Monday, November 17, 2014

How to setup SFML on Ubuntu 14.04 LTS - Update

Hi Folks,

it's been over six months since I wrote the article about compiling and installing SFML on Ubuntu 14.04. On 11.11 (no carnival joke ;-) the SFML Team announced that version 2.2 of the SFML library isn't far off and the team needs us developers to test if the new git commit builds and runs. 
Since I also re-installed my totally messed up development machine with a fresh Ubuntu 14.04, so it is perfect time to write an update for my old article while testing the new SFML build.
Since this is no official release from SFML, but just a git commit, I will incorporate git in the whole process, fetching the master branch from GitHub, compiling and installing it. Here we go...
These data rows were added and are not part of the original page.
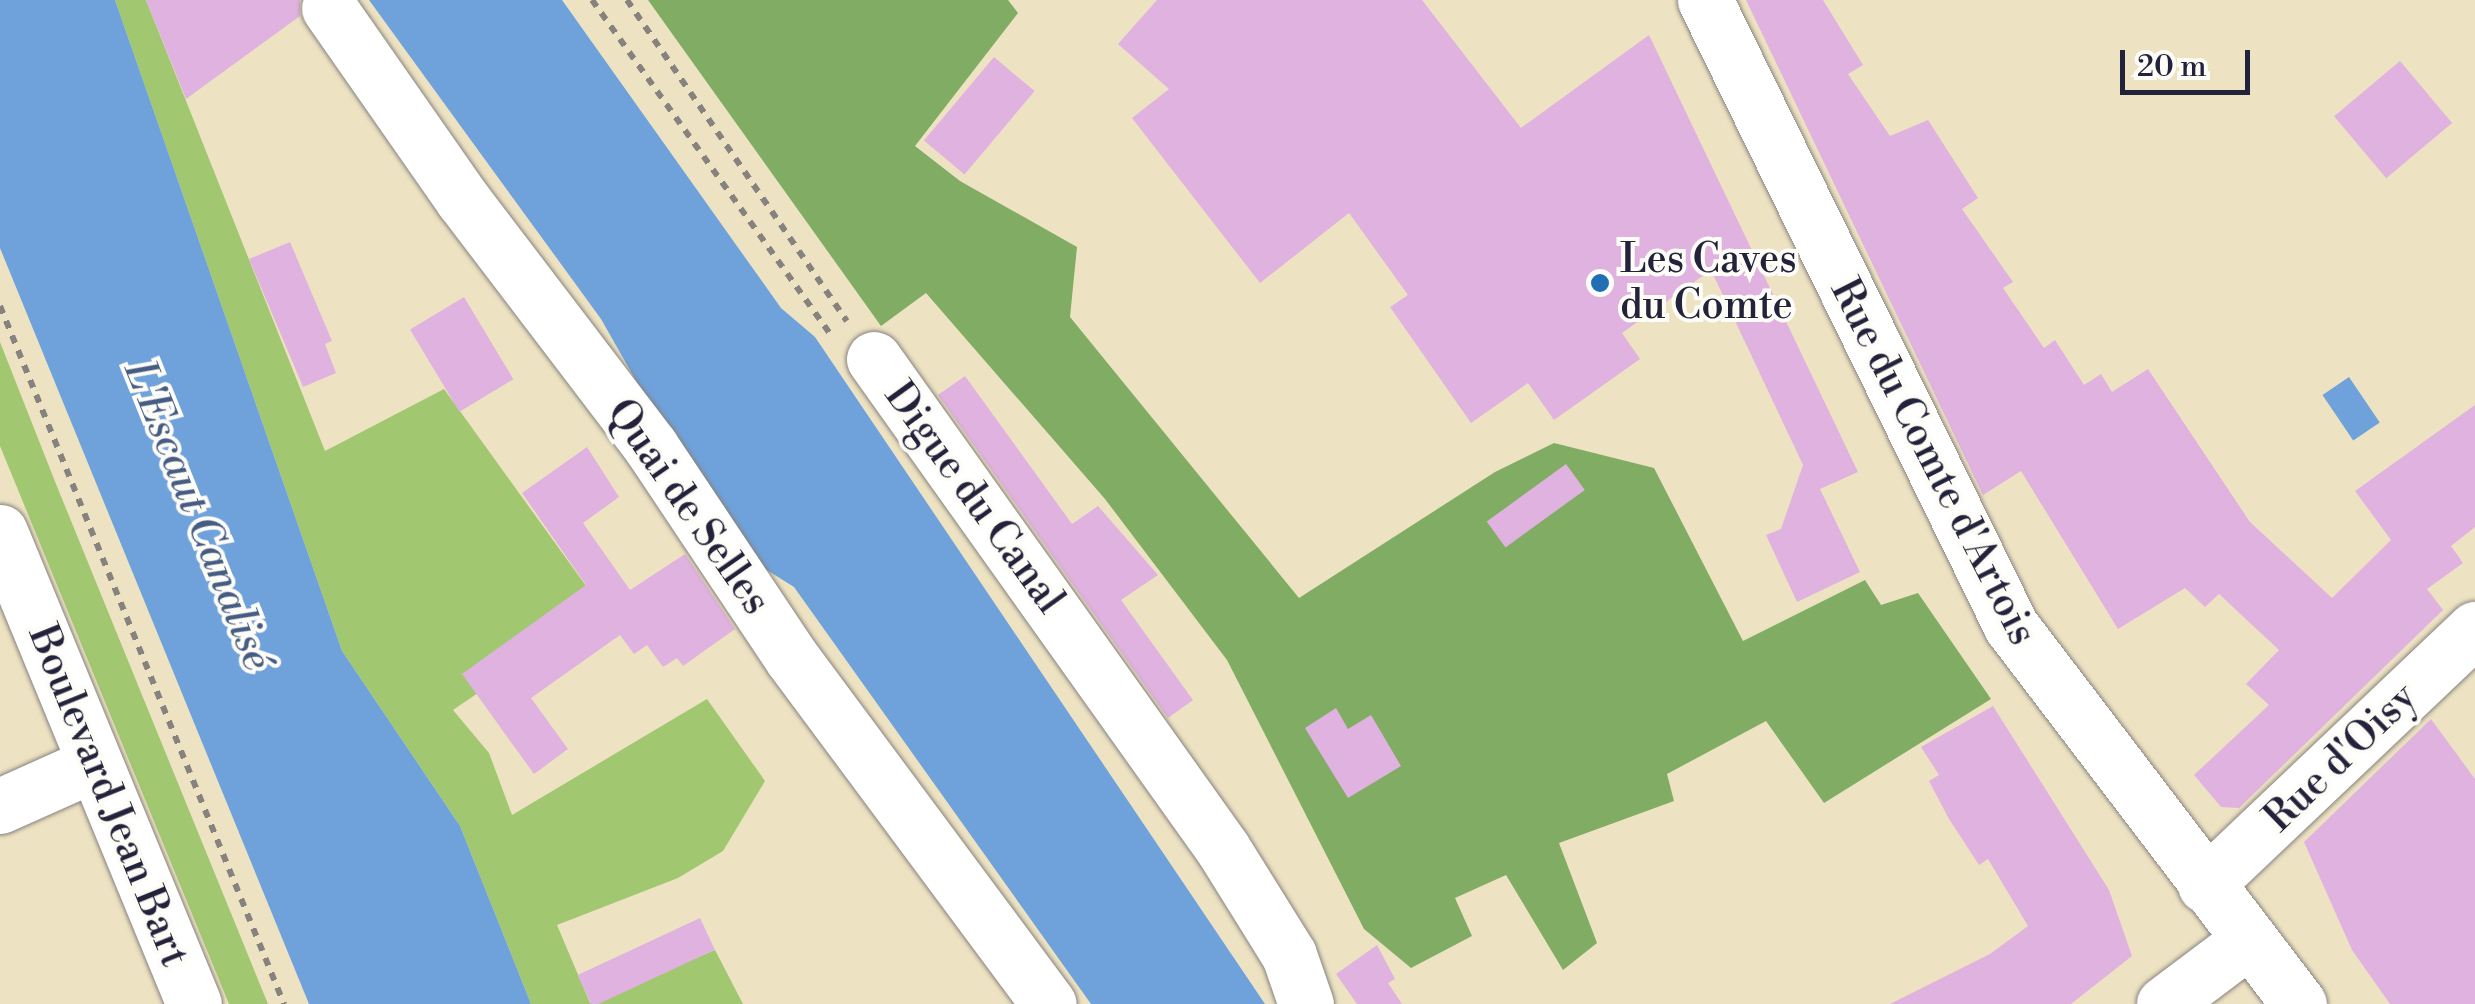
<!DOCTYPE html>
<html>
<head>
<meta charset="utf-8">
<style>
  body { margin:0 }
  #map { position:relative; width:2475px; height:1004px; overflow:hidden; background:#ede3c3; font-family:"Libre Bodoni",serif }
  div>[style] { position:absolute }
  .green>* { inset:0; background:#a2c771 }
  .forest>* { inset:0; background:#81ac63 }
  .water>* { inset:0; background:#6fa2db; transform-origin:0 0 }
  .building>* { inset:0; background:#e0b2df; transform-origin:0 0 }
  .path>* { height:6px; margin-top:-3px; transform-origin:0; background:repeating-linear-gradient(90deg,#88827f 0 8px,transparent 0 16px) }
  .roads { filter:drop-shadow(0 0 2px #88827f) drop-shadow(0 0 2px #88827f) }
  .minor>* { height:55px; margin:-27.5px; padding:0 27.5px; transform-origin:27.5px; border-radius:27.5px; background:#fff }
  .major>* { height:55px; margin:-27.5px; padding:0 27.5px; transform-origin:27.5px; border-radius:27.5px; background:#fff }
  .dots>* { width:28px; height:28px; translate:-50% -50%; box-sizing:border-box; border:5px solid #fdfcf7; border-radius:50% }
  span { translate:-50% -50%; white-space:nowrap; text-align:center; line-height:1.15; -webkit-text-stroke:8px #fdfcf7; paint-order:stroke }
  .poi-label { font-size:40px; color:#22223b }
  .left { translate:0 -50%; text-align:left }
  .street-label { font-size:40px; color:#22223b }
  .water-label { font-size:42px; color:#455c83; font-style:italic }
  .scale { position:absolute; left:2120px; top:50px; width:130px; height:45px; box-sizing:border-box; border:5px solid #22223b; border-top:0; padding-left:12px; font-size:30px; line-height:35px; white-space:nowrap; color:#22223b; -webkit-text-stroke:8px #fdfcf7; paint-order:stroke }
</style>
</head>
<body>
<div id="map">
  <div class="green">
    <i style="clip-path:polygon(115px 0,146px 0,325px 451px,444px 389px,602px 608px,453px 710px,489px 753px,512px 815px,707px 699px,765px 781px,723px 851px,678px 878px,557px 925px,590px 1003px,715px 950px,743px 1004px,531px 1004px,460px 826px,342px 651px)"></i>
    <i style="clip-path:polygon(0 342px,56px 484px,268px 1004px,229px 1004px,0 446px)"></i>
  </div>
  <div class="forest">
    <i style="clip-path:polygon(648px 0,1008px 0,1018px 13px,915px 146px,960px 181px,1077px 247px,1070px 317px,1299px 598px,1495px 472px,1554px 443px,1654px 468px,1743px 641px,1865px 580px,1881px 605px,1918px 593px,1991px 699px,1824px 803px,1766px 721px,1667px 774px,1674px 801px,1559px 843px,1597px 943px,1563px 970px,1506px 875px,1455px 898px,1472px 936px,1411px 968px,1364px 929px,1227px 660px,1105px 499px,926px 293px,881px 326px)"></i>
  </div>
  <div class="water">
    <i style="clip-path:polygon(0 0,115px 0,342px 651px,460px 826px,531px 1004px,309px 1004px,0 248px)"></i>
    <i style="clip-path:polygon(369px 0,562px 0,781px 308px,815px 337px,1265px 1004px,1091px 1004px,794px 587px,759px 565px,660px 423px,601px 319px)"></i>
    <i style="left:2349px;top:377px;width:55px;height:32px;rotate:56deg"></i>
  </div>
  <div class="building">
    <i style="clip-path:polygon(146px 0,300px 0,300px 16px,186px 99px)"></i>
    <i style="clip-path:polygon(1157px 0,1422px 0,1521px 128px,1649px 35px,1858px 472px,1820px 489px,1860px 572px,1797px 602px,1766px 535px,1781px 529px,1803px 465px,1711px 270px,1622px 333px,1640px 359px,1554px 420px,1528px 383px,1471px 423px,1390px 307px,1408px 295px,1349px 213px,1260px 283px,1132px 118px,1169px 89px,1118px 44px)"></i>
    <i style="clip-path:polygon(1746px 0,1823px 0,1863px 65px,1848px 74px,1890px 136px,1928px 120px,1978px 198px,1962px 209px,2013px 282px,2003px 288px,2044px 348px,2055px 340px,2084px 385px,2101px 374px,2112px 392px,2148px 369px,2250px 522px,2332px 598px,2391px 540px,2355px 491px,2475px 405px,2475px 527px,2451px 546px,2463px 563px,2427px 589px,2443px 610px,2239px 808px,2221px 807px,2194px 775px,2269px 705px,2246px 684px,2279px 650px,2219px 594px,2205px 607px,2185px 588px,2118px 629px,2021px 471px,1983px 495px)"></i>
    <i style="left:994px;top:57px;width:53px;height:109px;rotate:40deg"></i>
    <i style="left:2400px;top:61px;width:81px;height:86px;rotate:50deg"></i>
    <i style="clip-path:polygon(290px 242px,332px 341px,325px 344px,336px 373px,303px 387px,249px 259px)"></i>
    <i style="left:464px;top:297px;width:96px;height:63px;rotate:59deg"></i>
    <i style="clip-path:polygon(965px 376px,1072px 524px,1098px 506px,1158px 575px,1121px 600px,1193px 700px,1168px 718px,938px 395px)"></i>
    <i style="clip-path:polygon(587px 447px,619px 497px,583px 523px,630px 590px,685px 554px,735px 629px,683px 666px,677px 658px,663px 667px,647px 645px,634px 654px,620px 635px,531px 698px,568px 749px,534px 774px,462px 674px,586px 585px,522px 493px)"></i>
    <i style="left:1566px;top:464px;width:32px;height:98px;rotate:54deg"></i>
    <i style="clip-path:polygon(1993px 706px,2109px 890px,2132px 956px,2071px 1004px,1890px 1004px,1990px 954px,2028px 926px,1988px 859px,1979px 865px,1949px 819px,1929px 781px,1939px 775px,1921px 747px)"></i>
    <i style="clip-path:polygon(1336px 708px,1348px 729px,1371px 715px,1401px 766px,1348px 798px,1305px 728px)"></i>
    <i style="clip-path:polygon(2431px 719px,2475px 779px,2475px 1004px,2390px 1004px,2352px 950px,2304px 842px)"></i>
    <i style="left:700px;top:918px;width:35px;height:135px;rotate:65deg"></i>
    <i style="clip-path:polygon(1377px 945px,1395px 979px,1388px 983px,1402px 1004px,1357px 1004px,1336px 974px)"></i>
  </div>
  <div class="path">
    <i style="left:592px;top:0;width:413px;rotate:54.5deg"></i>
    <i style="left:627px;top:0;width:389px;rotate:55.6deg"></i>
    <i style="left:0;top:306px;width:754px;rotate:67.86deg"></i>
  </div>
  <div class="roads">
    <div class="minor">
      <i style="left:329px;top:8px;width:234px;rotate:55.1deg"></i>
      <i style="left:463px;top:200px;width:310px;rotate:52.7deg"></i>
      <i style="left:651px;top:447px;width:252px;rotate:56.3deg"></i>
      <i style="left:791px;top:657px;width:432px;rotate:53.4deg"></i>
      <i style="left:874px;top:359px;width:602px;rotate:54.54deg"></i>
      <i style="left:1223px;top:849px;width:125px;rotate:58.1deg"></i>
      <i style="left:1289px;top:955px;width:52px;rotate:70.9deg"></i>
      <i style="left:0;top:532px;width:510px;rotate:67.66deg"></i>
      <i style="left:0;top:806px;width:103px;rotate:-24.1deg"></i>
      <i style="left:2205px;top:885px;width:372px;rotate:-43.5deg"></i>
      <i style="left:2164px;top:1004px;width:106px;rotate:-37deg"></i>
    </div>
    <div class="major">
      <i style="left:1705px;top:0;width:697px;rotate:63.95deg"></i>
      <i style="left:2011px;top:626px;width:475px;rotate:52.7deg"></i>
    </div>
  </div>
  <div class="dots">
    <i style="left:1600px;top:283px;background:#1f6fb2"></i>
  </div>
  <div class="poi-label">
    <span class="left" style="left:1620px;top:283px">Les Caves<br>du Comte</span>
  </div>
  <div class="street-label">
    <span style="left:1933px;top:462px;rotate:63deg">Rue du Comte d'Artois</span>
    <span style="left:974px;top:498px;rotate:54deg">Digue du Canal</span>
    <span style="left:688px;top:507px;rotate:55deg">Quai de Selles</span>
    <span style="left:2341px;top:758px;rotate:-44deg">Rue d'Oisy</span>
    <span style="left:108px;top:796px;rotate:68deg">Boulevard Jean Bart</span>
  </div>
  <div class="water-label">
    <span style="left:197px;top:516px;rotate:68deg">L'Escaut Canalisé</span>
  </div>
  <div class="scale">20 m</div>
</div>
</body>
</html>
Since I run this on a totally fresh Ubuntu installation, I start by creating some folders (to open a terminal hit ctrl+alt+t): 
~$ mkdir development
~$ cd development
~/development$ mkdir projects
~/development$ cd projects
~/development/projects$

I create the directory development in my home directory, and within that a directory for my projects. In the project-folder, I want to clone the SFML master branch from GitHub. In order to do this I need git, and because we need a compiler and cmake to actually build SFML, I install the following development tools:

sudo apt-get update
sudo apt-get install g++ cmake git

Now I clone the SFML repo:
~/development/projects$ git clone https://github.com/LaurentGomila/SFML.git

Now we could start to build SFML, but since this is a fresh installation we need all dependencies first. The official tutorial on compiling SFML lists the needed packages, and here are the actual package names for Ubuntu 14.04:

libx11-dev
freeglut3-dev
libjpeg-dev
libfreetype6-dev
libxrandr-dev
libglew-dev
libsndfile1-dev
libopenal-dev
libudev-dev

To install them all, run the following command: 
sudo apt-get install libx11-dev freeglut3-dev libjpeg-dev libfreetype6-dev libxrandr-dev libglew-dev libsndfile1-dev libopenal-dev libudev-dev

After this step I am able to configure and run the build with the following steps:

Switch to the SFML directory, in my case ~/development/projects/SFML/
and run the following commands:
cmake -G "Unix Makefiles" -D CMAKE_BUILD_TYPE=Debug -D BUILD_SHARED_LIBS=TRUE .
make
sudo make install

Note the dot at the end of the cmake-command, which tells cmake to use the actual directory as a working directory. There are only two relevant cmake switches, CMAKE_BUILD_TYPE (either Debug or Release) and BUILD_SHARED_LIBS (TRUE for dynamic linking, FALSE for static linking). In order to build all four configurations, you have to run the above three commands four times while alternating the two switches.

In order to link the SFML libraries in your projects, add them to the linker options in your project, e.g. in Code::Blocks:



After that you are finally able to develop, build and run SFML apps on Ubuntu 14.04 with the latest master build of SFML from GitHub.